**About this exercise:** Each line below should be repeated exactly as it stands.

Stored data:
┌────────

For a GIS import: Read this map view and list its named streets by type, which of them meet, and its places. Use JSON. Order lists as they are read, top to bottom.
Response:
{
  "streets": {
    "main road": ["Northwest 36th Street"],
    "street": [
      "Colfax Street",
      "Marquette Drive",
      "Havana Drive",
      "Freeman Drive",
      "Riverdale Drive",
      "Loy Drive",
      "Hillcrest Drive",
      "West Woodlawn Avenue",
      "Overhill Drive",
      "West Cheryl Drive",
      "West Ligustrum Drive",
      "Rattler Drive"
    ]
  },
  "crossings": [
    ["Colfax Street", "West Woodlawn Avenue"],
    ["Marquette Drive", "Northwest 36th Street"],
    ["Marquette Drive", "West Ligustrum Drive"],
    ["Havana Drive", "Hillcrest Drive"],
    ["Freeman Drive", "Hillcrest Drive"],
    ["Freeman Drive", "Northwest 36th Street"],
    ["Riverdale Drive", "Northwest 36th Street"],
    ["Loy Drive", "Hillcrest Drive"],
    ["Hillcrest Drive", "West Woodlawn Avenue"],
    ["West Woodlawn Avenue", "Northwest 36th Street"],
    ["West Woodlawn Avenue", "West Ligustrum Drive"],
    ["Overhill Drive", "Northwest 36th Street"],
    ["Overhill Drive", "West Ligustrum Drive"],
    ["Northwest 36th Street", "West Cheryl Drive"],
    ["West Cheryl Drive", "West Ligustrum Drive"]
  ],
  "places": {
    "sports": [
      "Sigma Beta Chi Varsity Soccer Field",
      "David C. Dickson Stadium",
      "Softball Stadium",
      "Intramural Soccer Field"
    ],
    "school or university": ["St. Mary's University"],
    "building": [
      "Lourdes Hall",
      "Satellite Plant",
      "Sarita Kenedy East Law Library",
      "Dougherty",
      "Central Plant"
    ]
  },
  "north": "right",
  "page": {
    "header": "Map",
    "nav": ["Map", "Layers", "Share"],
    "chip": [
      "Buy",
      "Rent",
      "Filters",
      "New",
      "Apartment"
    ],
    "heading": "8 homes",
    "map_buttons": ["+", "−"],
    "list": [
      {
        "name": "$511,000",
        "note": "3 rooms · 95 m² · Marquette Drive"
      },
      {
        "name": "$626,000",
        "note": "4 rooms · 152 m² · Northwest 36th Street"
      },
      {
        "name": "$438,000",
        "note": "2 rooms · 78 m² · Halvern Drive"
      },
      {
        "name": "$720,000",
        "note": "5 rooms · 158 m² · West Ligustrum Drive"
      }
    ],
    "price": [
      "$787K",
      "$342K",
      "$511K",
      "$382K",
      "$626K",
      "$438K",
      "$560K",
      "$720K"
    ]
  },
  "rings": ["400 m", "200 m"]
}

└────────

**Answer space:**
For a GIS import: Read this map view and list its named streets by type, which of them meet, and its places. Use JSON. Order lists as they are read, top to bottom.
Response:
{
  "streets": {
    "main road": ["Northwest 36th Street"],
    "street": [
      "Colfax Street",
      "Marquette Drive",
      "Havana Drive",
      "Freeman Drive",
      "Riverdale Drive",
      "Loy Drive",
      "Hillcrest Drive",
      "West Woodlawn Avenue",
      "Overhill Drive",
      "West Cheryl Drive",
      "West Ligustrum Drive",
      "Rattler Drive"
    ]
  },
  "crossings": [
    ["Colfax Street", "West Woodlawn Avenue"],
    ["Marquette Drive", "Northwest 36th Street"],
    ["Marquette Drive", "West Ligustrum Drive"],
    ["Havana Drive", "Hillcrest Drive"],
    ["Freeman Drive", "Hillcrest Drive"],
    ["Freeman Drive", "Northwest 36th Street"],
    ["Riverdale Drive", "Northwest 36th Street"],
    ["Loy Drive", "Hillcrest Drive"],
    ["Hillcrest Drive", "West Woodlawn Avenue"],
    ["West Woodlawn Avenue", "Northwest 36th Street"],
    ["West Woodlawn Avenue", "West Ligustrum Drive"],
    ["Overhill Drive", "Northwest 36th Street"],
    ["Overhill Drive", "West Ligustrum Drive"],
    ["Northwest 36th Street", "West Cheryl Drive"],
    ["West Cheryl Drive", "West Ligustrum Drive"]
  ],
  "places": {
    "sports": [
      "Sigma Beta Chi Varsity Soccer Field",
      "David C. Dickson Stadium",
      "Softball Stadium",
      "Intramural Soccer Field"
    ],
    "school or university": ["St. Mary's University"],
    "building": [
      "Lourdes Hall",
      "Satellite Plant",
      "Sarita Kenedy East Law Library",
      "Dougherty",
      "Central Plant"
    ]
  },
  "north": "right",
  "page": {
    "header": "Map",
    "nav": ["Map", "Layers", "Share"],
    "chip": [
      "Buy",
      "Rent",
      "Filters",
      "New",
      "Apartment"
    ],
    "heading": "8 homes",
    "map_buttons": ["+", "−"],
    "list": [
      {
        "name": "$511,000",
        "note": "3 rooms · 95 m² · Marquette Drive"
      },
      {
        "name": "$626,000",
        "note": "4 rooms · 152 m² · Northwest 36th Street"
      },
      {
        "name": "$438,000",
        "note": "2 rooms · 78 m² · Halvern Drive"
      },
      {
        "name": "$720,000",
        "note": "5 rooms · 158 m² · West Ligustrum Drive"
      }
    ],
    "price": [
      "$787K",
      "$342K",
      "$511K",
      "$382K",
      "$626K",
      "$438K",
      "$560K",
      "$720K"
    ]
  },
  "rings": ["400 m", "200 m"]
}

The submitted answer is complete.